Source records:

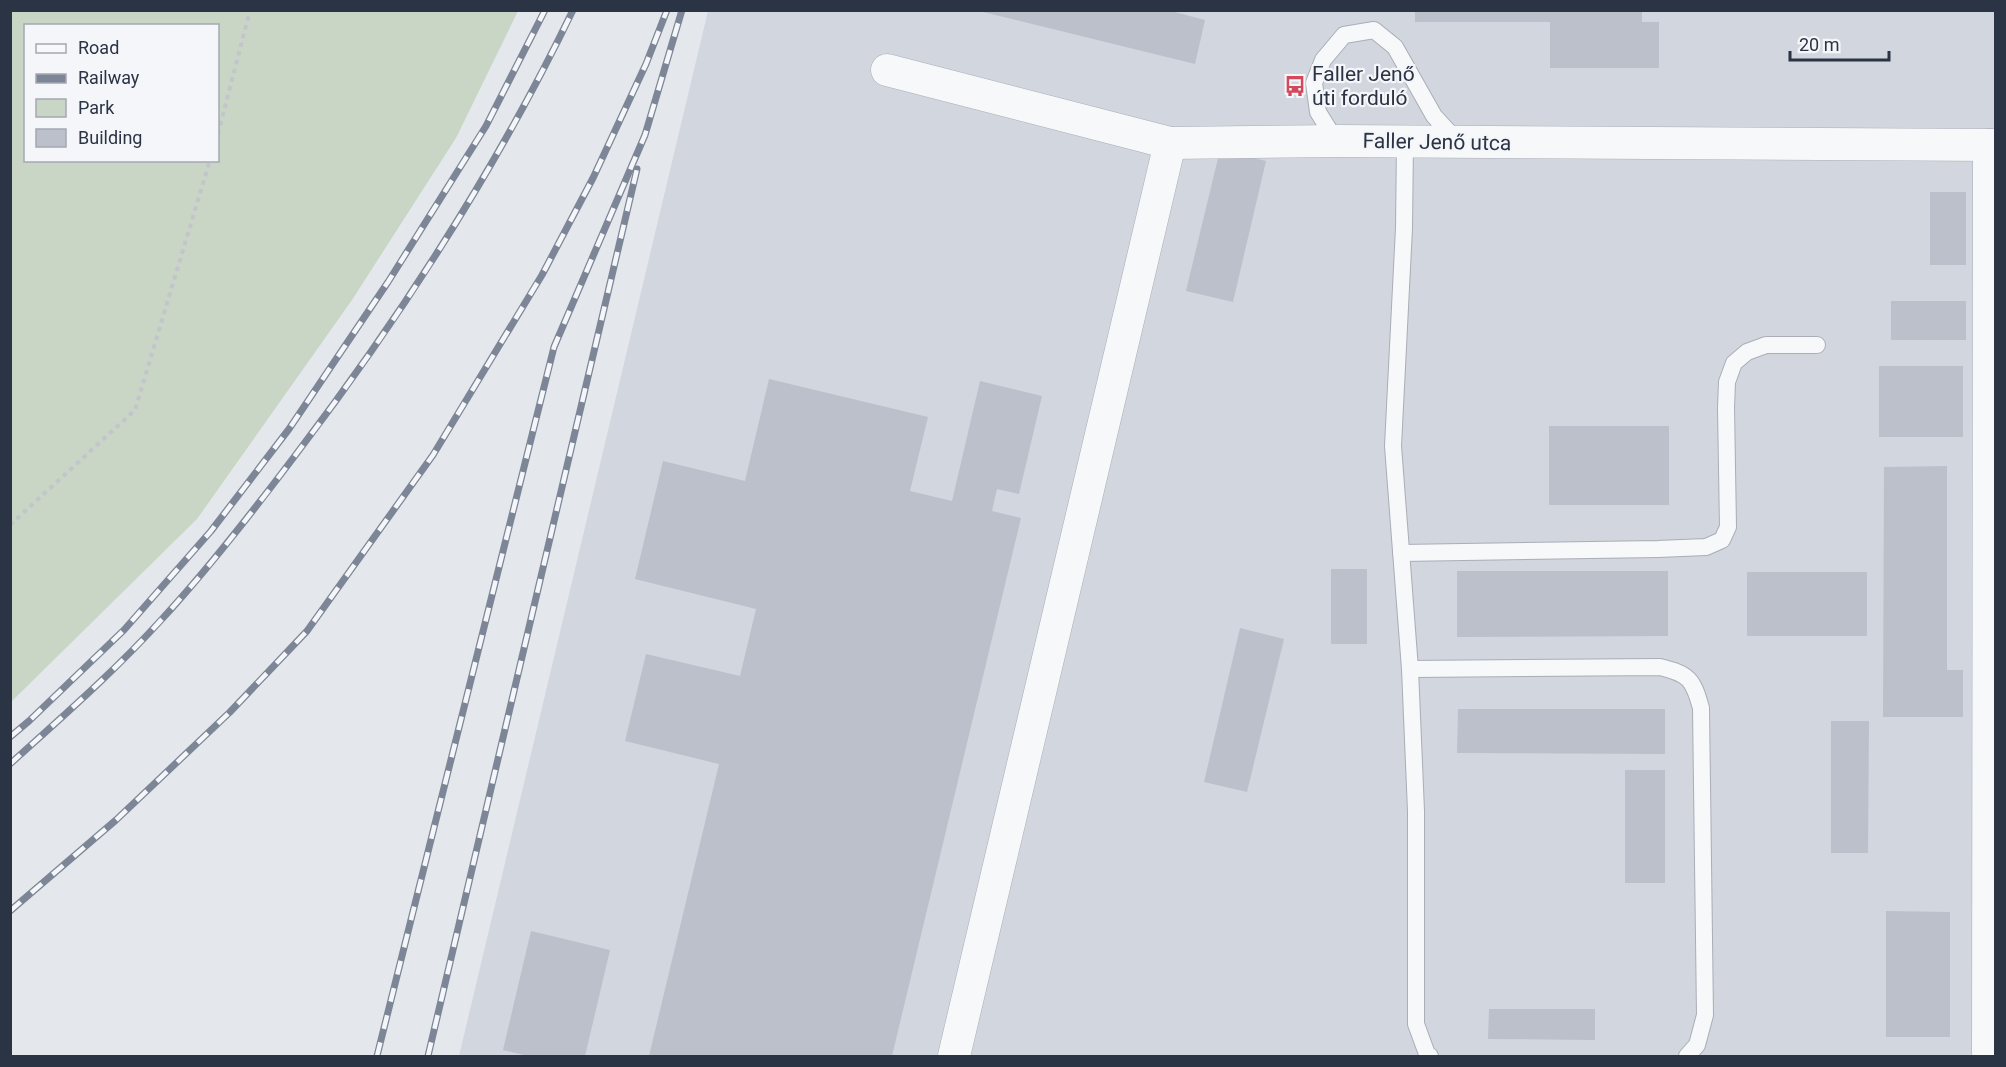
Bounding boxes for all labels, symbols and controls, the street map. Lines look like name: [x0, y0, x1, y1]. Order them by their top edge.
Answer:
legend: [24, 24, 219, 162]
scale bar: [1790, 24, 1889, 62]
text: 20 m: [1799, 34, 1839, 55]
text: Road: [78, 37, 119, 58]
place label: Faller Jenő úti forduló: [1312, 62, 1415, 110]
text: Railway: [78, 67, 140, 88]
bus stop icon: Faller Jenő úti forduló: [1283, 74, 1307, 98]
text: Park: [78, 97, 115, 118]
text: Building: [78, 127, 142, 148]
street label: Faller Jenő utca: [1362, 129, 1512, 155]

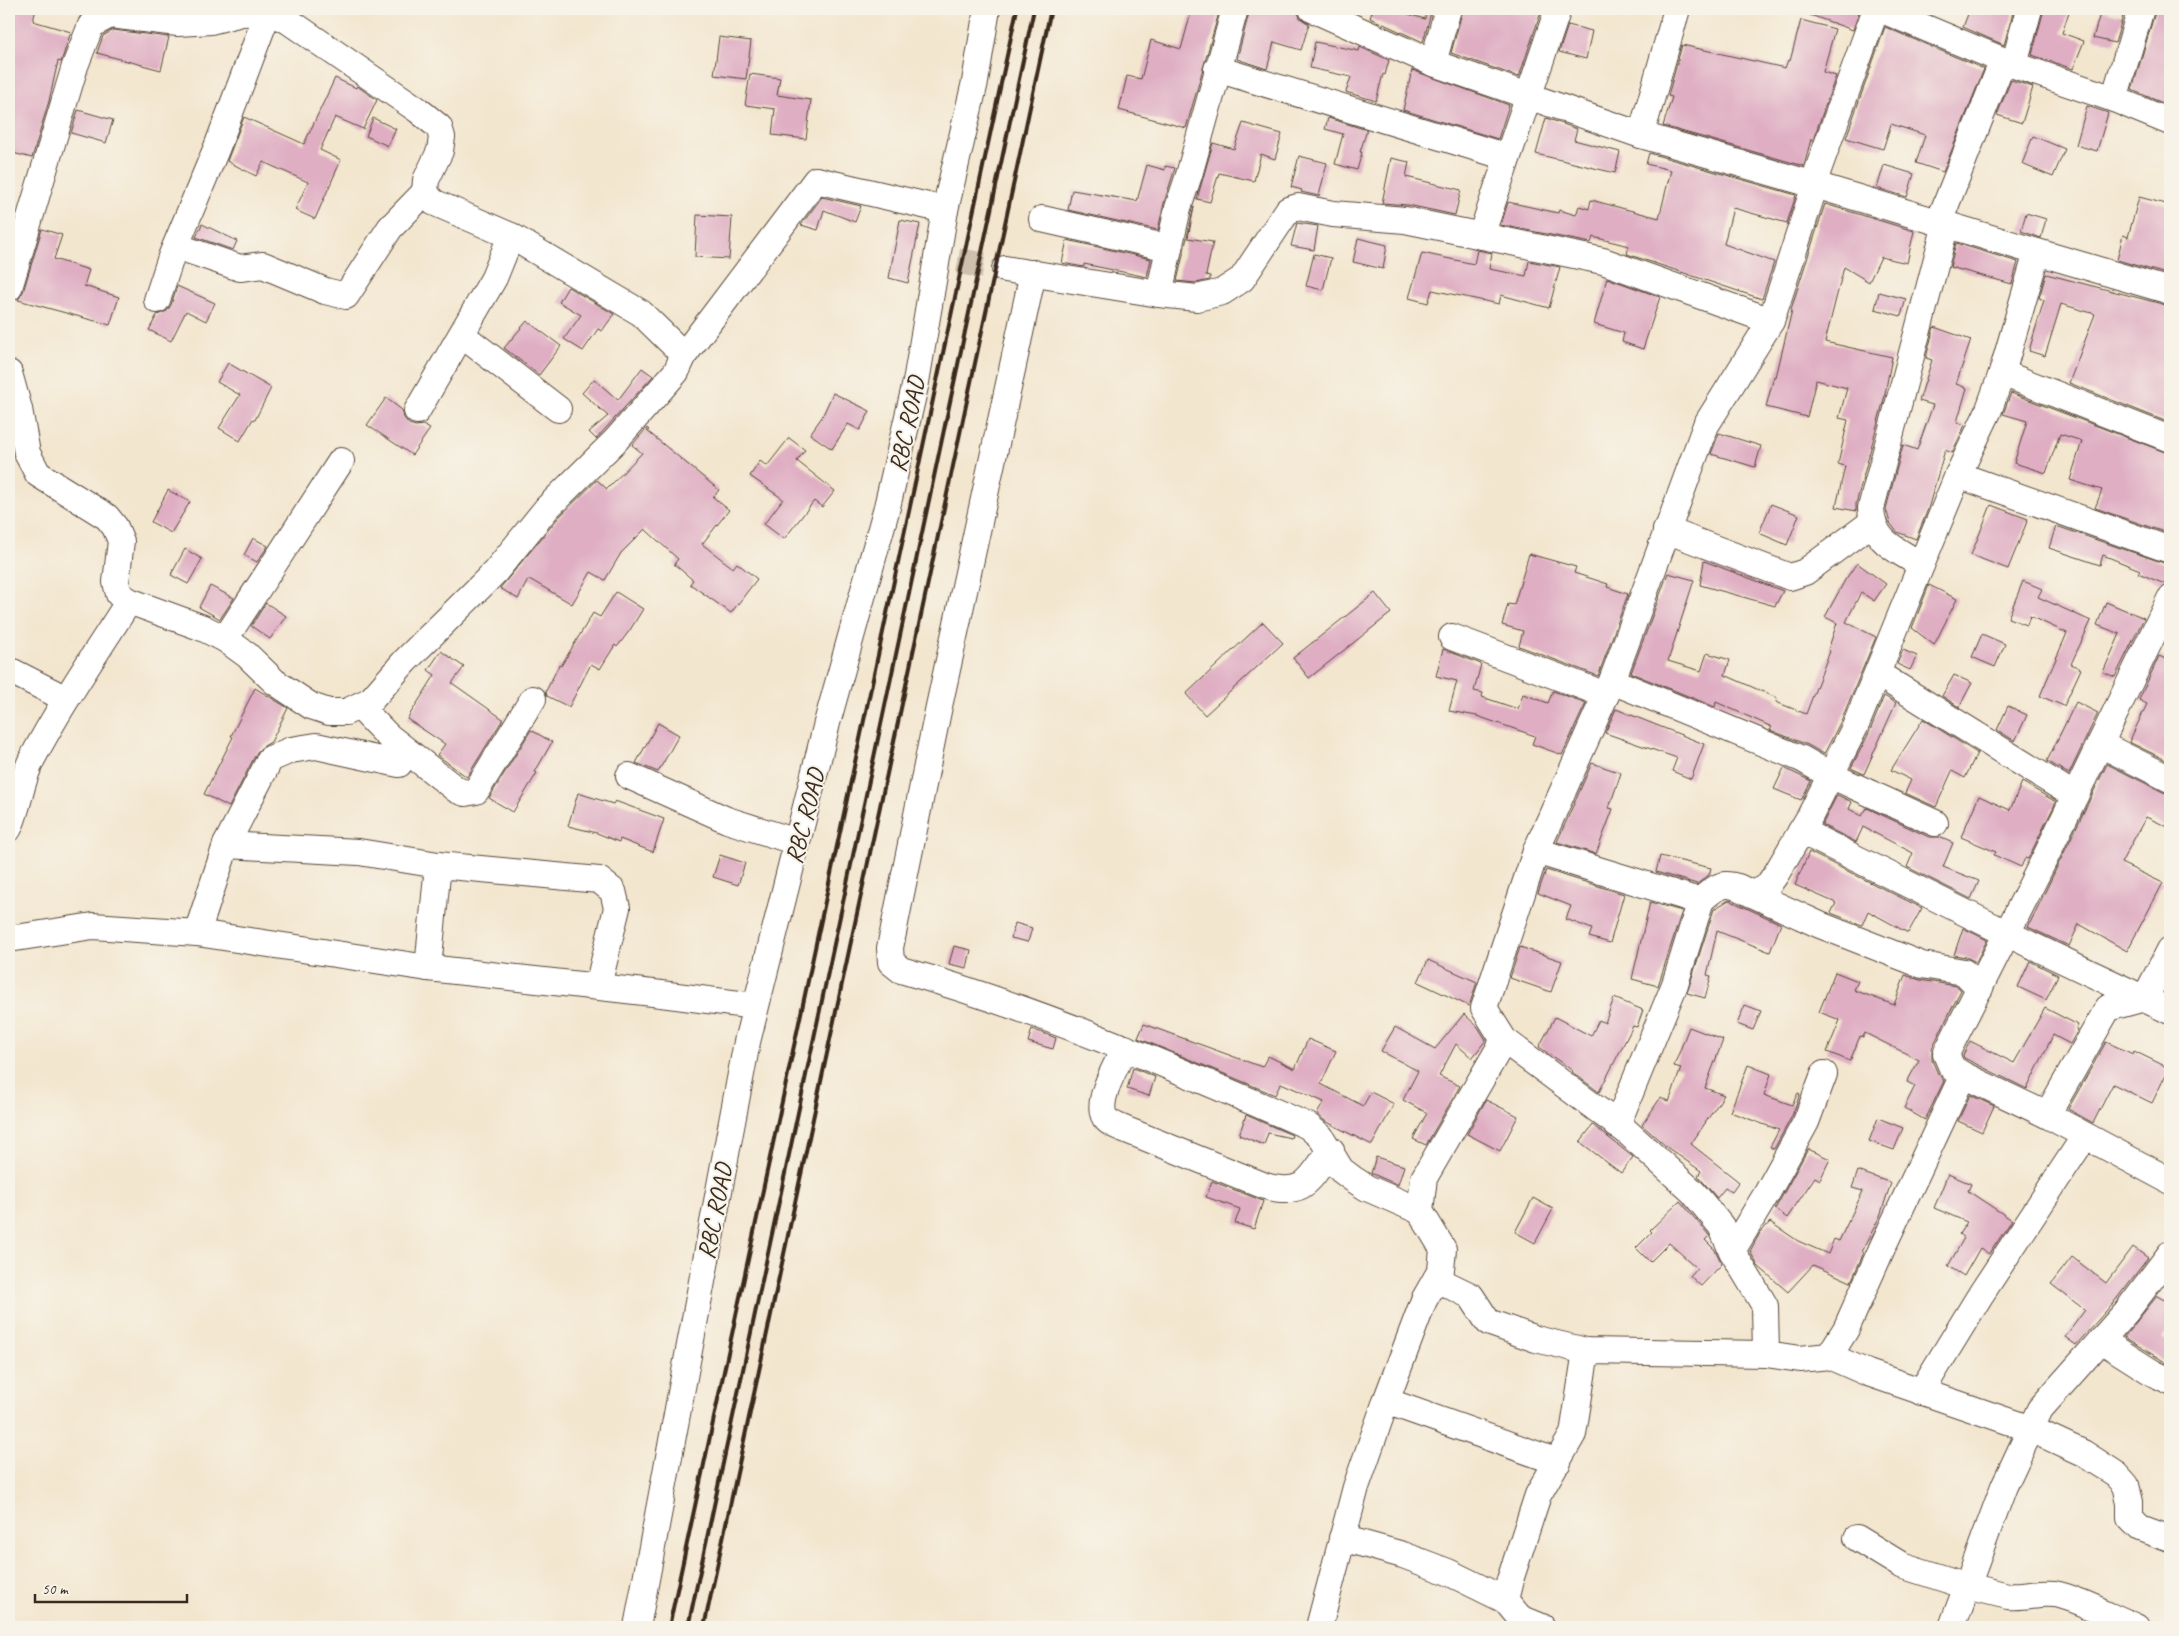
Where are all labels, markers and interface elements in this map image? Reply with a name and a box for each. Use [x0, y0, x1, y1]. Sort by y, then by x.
street label: RBC ROAD [881, 372, 933, 475]
street label: RBC ROAD [778, 764, 833, 867]
street label: RBC ROAD [690, 1159, 740, 1262]
scale bar [35, 1571, 188, 1603]
text: 50 m [42, 1580, 69, 1599]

What this task involves: Could every line above be set down exactly, with the pictures omitted?

Answer space:
Bounding boxes for all labels, symbols and controls, the street map. Lines look like name: [x0, y0, x1, y1]. Order them by their top edge.
Answer:
legend: [24, 24, 219, 162]
scale bar: [1790, 24, 1889, 62]
text: 20 m: [1799, 34, 1839, 55]
text: Road: [78, 37, 119, 58]
place label: Faller Jenő úti forduló: [1312, 62, 1415, 110]
text: Railway: [78, 67, 140, 88]
bus stop icon: Faller Jenő úti forduló: [1283, 74, 1307, 98]
text: Park: [78, 97, 115, 118]
text: Building: [78, 127, 142, 148]
street label: Faller Jenő utca: [1362, 129, 1512, 155]

Where are all labels, markers and interface elements in this map image? Reply with a name and a box for each. Use [x0, y0, x1, y1]. Sort by y, then by x.
street label: RBC ROAD [881, 372, 933, 475]
street label: RBC ROAD [778, 764, 833, 867]
street label: RBC ROAD [690, 1159, 740, 1262]
scale bar [35, 1571, 188, 1603]
text: 50 m [42, 1580, 69, 1599]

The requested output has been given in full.